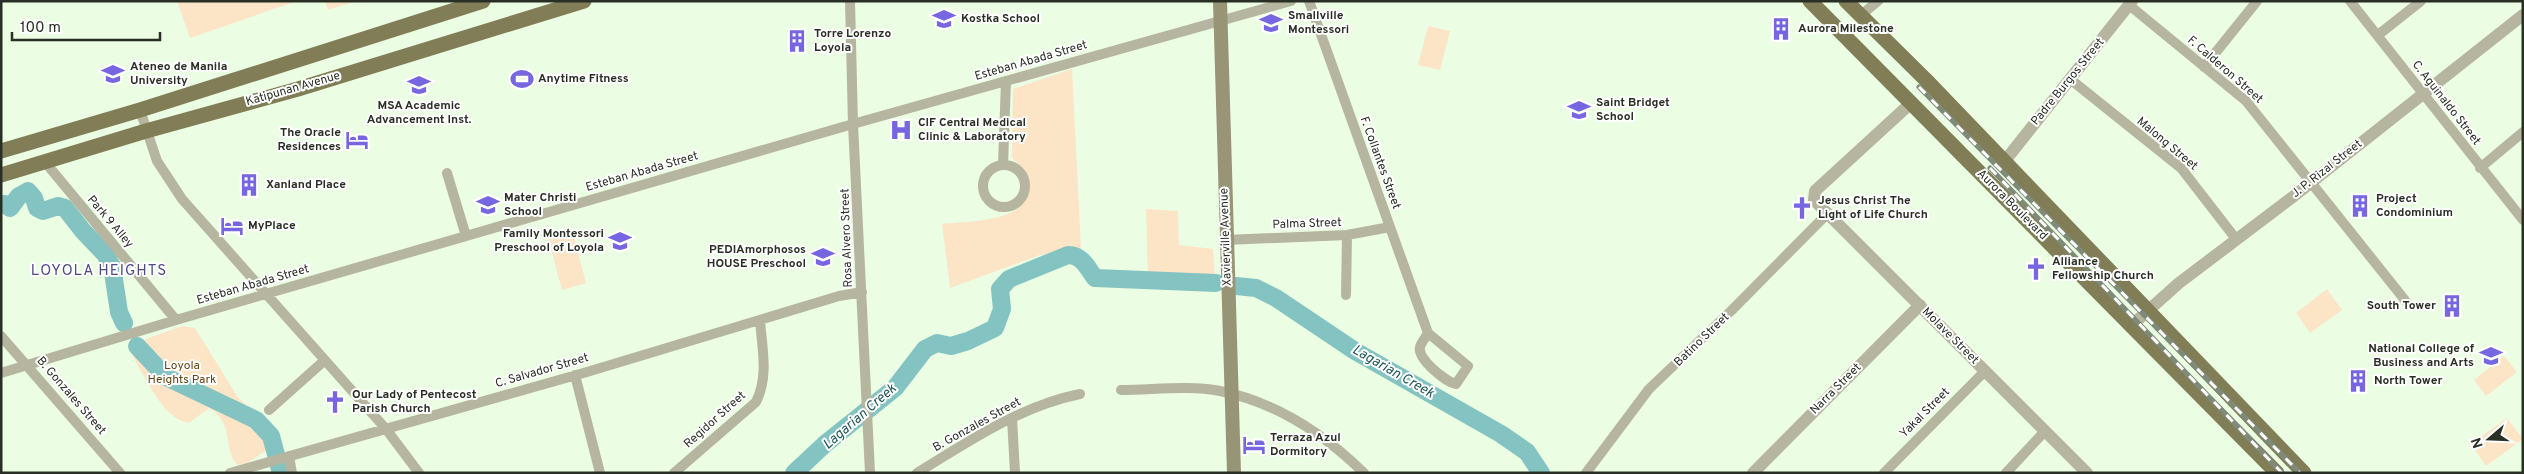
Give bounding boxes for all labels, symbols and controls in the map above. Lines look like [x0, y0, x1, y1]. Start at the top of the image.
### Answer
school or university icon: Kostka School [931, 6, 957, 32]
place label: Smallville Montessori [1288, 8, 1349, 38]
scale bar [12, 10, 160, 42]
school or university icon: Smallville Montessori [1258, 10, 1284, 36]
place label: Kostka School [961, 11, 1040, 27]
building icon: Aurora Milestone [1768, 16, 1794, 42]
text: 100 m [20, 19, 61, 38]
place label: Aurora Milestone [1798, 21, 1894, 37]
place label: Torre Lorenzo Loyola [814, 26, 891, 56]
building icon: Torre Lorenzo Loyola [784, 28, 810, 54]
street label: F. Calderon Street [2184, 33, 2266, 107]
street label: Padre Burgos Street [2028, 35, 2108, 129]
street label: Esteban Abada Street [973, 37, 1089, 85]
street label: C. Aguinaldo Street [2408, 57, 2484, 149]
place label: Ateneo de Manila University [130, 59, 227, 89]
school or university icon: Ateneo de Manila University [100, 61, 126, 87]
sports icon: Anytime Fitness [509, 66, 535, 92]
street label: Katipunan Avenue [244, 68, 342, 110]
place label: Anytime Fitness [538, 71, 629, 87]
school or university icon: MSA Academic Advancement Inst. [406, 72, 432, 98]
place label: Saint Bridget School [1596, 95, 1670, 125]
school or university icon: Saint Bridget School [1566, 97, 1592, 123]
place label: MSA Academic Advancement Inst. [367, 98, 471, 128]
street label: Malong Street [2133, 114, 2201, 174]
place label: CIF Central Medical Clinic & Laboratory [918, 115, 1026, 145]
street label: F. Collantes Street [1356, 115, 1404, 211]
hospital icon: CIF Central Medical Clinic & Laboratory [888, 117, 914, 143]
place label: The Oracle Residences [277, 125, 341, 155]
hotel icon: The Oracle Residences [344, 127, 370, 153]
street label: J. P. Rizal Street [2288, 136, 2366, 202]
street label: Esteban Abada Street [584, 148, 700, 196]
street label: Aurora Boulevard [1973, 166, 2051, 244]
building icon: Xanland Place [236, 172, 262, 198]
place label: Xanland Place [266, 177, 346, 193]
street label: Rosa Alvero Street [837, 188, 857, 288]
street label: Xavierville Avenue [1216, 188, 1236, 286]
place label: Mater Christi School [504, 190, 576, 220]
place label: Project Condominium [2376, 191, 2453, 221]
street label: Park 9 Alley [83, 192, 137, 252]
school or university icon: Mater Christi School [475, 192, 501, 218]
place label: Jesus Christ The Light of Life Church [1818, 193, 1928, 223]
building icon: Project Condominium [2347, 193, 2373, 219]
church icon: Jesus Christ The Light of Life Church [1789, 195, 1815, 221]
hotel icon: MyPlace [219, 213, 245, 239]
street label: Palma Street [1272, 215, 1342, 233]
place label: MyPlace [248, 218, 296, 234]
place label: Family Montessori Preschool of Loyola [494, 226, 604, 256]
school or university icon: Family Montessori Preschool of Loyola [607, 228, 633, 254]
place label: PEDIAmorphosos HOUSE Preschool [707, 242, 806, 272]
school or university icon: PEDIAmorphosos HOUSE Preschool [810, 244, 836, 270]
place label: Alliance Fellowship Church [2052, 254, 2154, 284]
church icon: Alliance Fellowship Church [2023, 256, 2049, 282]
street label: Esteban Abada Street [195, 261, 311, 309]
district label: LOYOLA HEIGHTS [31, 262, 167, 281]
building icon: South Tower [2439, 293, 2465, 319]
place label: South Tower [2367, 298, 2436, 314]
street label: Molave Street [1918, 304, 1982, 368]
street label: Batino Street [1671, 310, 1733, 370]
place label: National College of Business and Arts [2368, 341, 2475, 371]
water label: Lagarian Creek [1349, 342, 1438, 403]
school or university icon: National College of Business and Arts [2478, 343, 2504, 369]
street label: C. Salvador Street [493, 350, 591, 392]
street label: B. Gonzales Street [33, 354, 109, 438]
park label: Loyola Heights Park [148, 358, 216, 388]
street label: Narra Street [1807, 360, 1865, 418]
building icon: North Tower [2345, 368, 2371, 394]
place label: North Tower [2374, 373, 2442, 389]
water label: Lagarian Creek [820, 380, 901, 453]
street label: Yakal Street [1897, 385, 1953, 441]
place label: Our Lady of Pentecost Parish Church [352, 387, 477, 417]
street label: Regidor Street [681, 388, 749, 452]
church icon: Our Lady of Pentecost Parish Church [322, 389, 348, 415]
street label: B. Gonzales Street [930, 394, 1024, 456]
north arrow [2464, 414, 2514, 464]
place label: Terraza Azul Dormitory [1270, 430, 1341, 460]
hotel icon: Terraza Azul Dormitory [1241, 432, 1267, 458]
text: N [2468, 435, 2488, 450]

- Instructions to follow -
Pictures in the records should not appear in your copy, but everything else must be transcribed exactly.

- Answer to the exercise -
Give bounding boxes for all labels, symbols and controls in the map above. Lines look like [x0, y0, x1, y1]. Start at the top of the image.
### Answer
school or university icon: Kostka School [931, 6, 957, 32]
place label: Smallville Montessori [1288, 8, 1349, 38]
scale bar [12, 10, 160, 42]
school or university icon: Smallville Montessori [1258, 10, 1284, 36]
place label: Kostka School [961, 11, 1040, 27]
building icon: Aurora Milestone [1768, 16, 1794, 42]
text: 100 m [20, 19, 61, 38]
place label: Aurora Milestone [1798, 21, 1894, 37]
place label: Torre Lorenzo Loyola [814, 26, 891, 56]
building icon: Torre Lorenzo Loyola [784, 28, 810, 54]
street label: F. Calderon Street [2184, 33, 2266, 107]
street label: Padre Burgos Street [2028, 35, 2108, 129]
street label: Esteban Abada Street [973, 37, 1089, 85]
street label: C. Aguinaldo Street [2408, 57, 2484, 149]
place label: Ateneo de Manila University [130, 59, 227, 89]
school or university icon: Ateneo de Manila University [100, 61, 126, 87]
sports icon: Anytime Fitness [509, 66, 535, 92]
street label: Katipunan Avenue [244, 68, 342, 110]
place label: Anytime Fitness [538, 71, 629, 87]
school or university icon: MSA Academic Advancement Inst. [406, 72, 432, 98]
place label: Saint Bridget School [1596, 95, 1670, 125]
school or university icon: Saint Bridget School [1566, 97, 1592, 123]
place label: MSA Academic Advancement Inst. [367, 98, 471, 128]
street label: Malong Street [2133, 114, 2201, 174]
place label: CIF Central Medical Clinic & Laboratory [918, 115, 1026, 145]
street label: F. Collantes Street [1356, 115, 1404, 211]
hospital icon: CIF Central Medical Clinic & Laboratory [888, 117, 914, 143]
place label: The Oracle Residences [277, 125, 341, 155]
hotel icon: The Oracle Residences [344, 127, 370, 153]
street label: J. P. Rizal Street [2288, 136, 2366, 202]
street label: Esteban Abada Street [584, 148, 700, 196]
street label: Aurora Boulevard [1973, 166, 2051, 244]
building icon: Xanland Place [236, 172, 262, 198]
place label: Xanland Place [266, 177, 346, 193]
street label: Rosa Alvero Street [837, 188, 857, 288]
street label: Xavierville Avenue [1216, 188, 1236, 286]
place label: Mater Christi School [504, 190, 576, 220]
place label: Project Condominium [2376, 191, 2453, 221]
street label: Park 9 Alley [83, 192, 137, 252]
school or university icon: Mater Christi School [475, 192, 501, 218]
place label: Jesus Christ The Light of Life Church [1818, 193, 1928, 223]
building icon: Project Condominium [2347, 193, 2373, 219]
church icon: Jesus Christ The Light of Life Church [1789, 195, 1815, 221]
hotel icon: MyPlace [219, 213, 245, 239]
street label: Palma Street [1272, 215, 1342, 233]
place label: MyPlace [248, 218, 296, 234]
place label: Family Montessori Preschool of Loyola [494, 226, 604, 256]
school or university icon: Family Montessori Preschool of Loyola [607, 228, 633, 254]
place label: PEDIAmorphosos HOUSE Preschool [707, 242, 806, 272]
school or university icon: PEDIAmorphosos HOUSE Preschool [810, 244, 836, 270]
place label: Alliance Fellowship Church [2052, 254, 2154, 284]
church icon: Alliance Fellowship Church [2023, 256, 2049, 282]
street label: Esteban Abada Street [195, 261, 311, 309]
district label: LOYOLA HEIGHTS [31, 262, 167, 281]
building icon: South Tower [2439, 293, 2465, 319]
place label: South Tower [2367, 298, 2436, 314]
street label: Molave Street [1918, 304, 1982, 368]
street label: Batino Street [1671, 310, 1733, 370]
place label: National College of Business and Arts [2368, 341, 2475, 371]
water label: Lagarian Creek [1349, 342, 1438, 403]
school or university icon: National College of Business and Arts [2478, 343, 2504, 369]
street label: C. Salvador Street [493, 350, 591, 392]
street label: B. Gonzales Street [33, 354, 109, 438]
park label: Loyola Heights Park [148, 358, 216, 388]
street label: Narra Street [1807, 360, 1865, 418]
building icon: North Tower [2345, 368, 2371, 394]
place label: North Tower [2374, 373, 2442, 389]
water label: Lagarian Creek [820, 380, 901, 453]
street label: Yakal Street [1897, 385, 1953, 441]
place label: Our Lady of Pentecost Parish Church [352, 387, 477, 417]
street label: Regidor Street [681, 388, 749, 452]
church icon: Our Lady of Pentecost Parish Church [322, 389, 348, 415]
street label: B. Gonzales Street [930, 394, 1024, 456]
north arrow [2464, 414, 2514, 464]
place label: Terraza Azul Dormitory [1270, 430, 1341, 460]
hotel icon: Terraza Azul Dormitory [1241, 432, 1267, 458]
text: N [2468, 435, 2488, 450]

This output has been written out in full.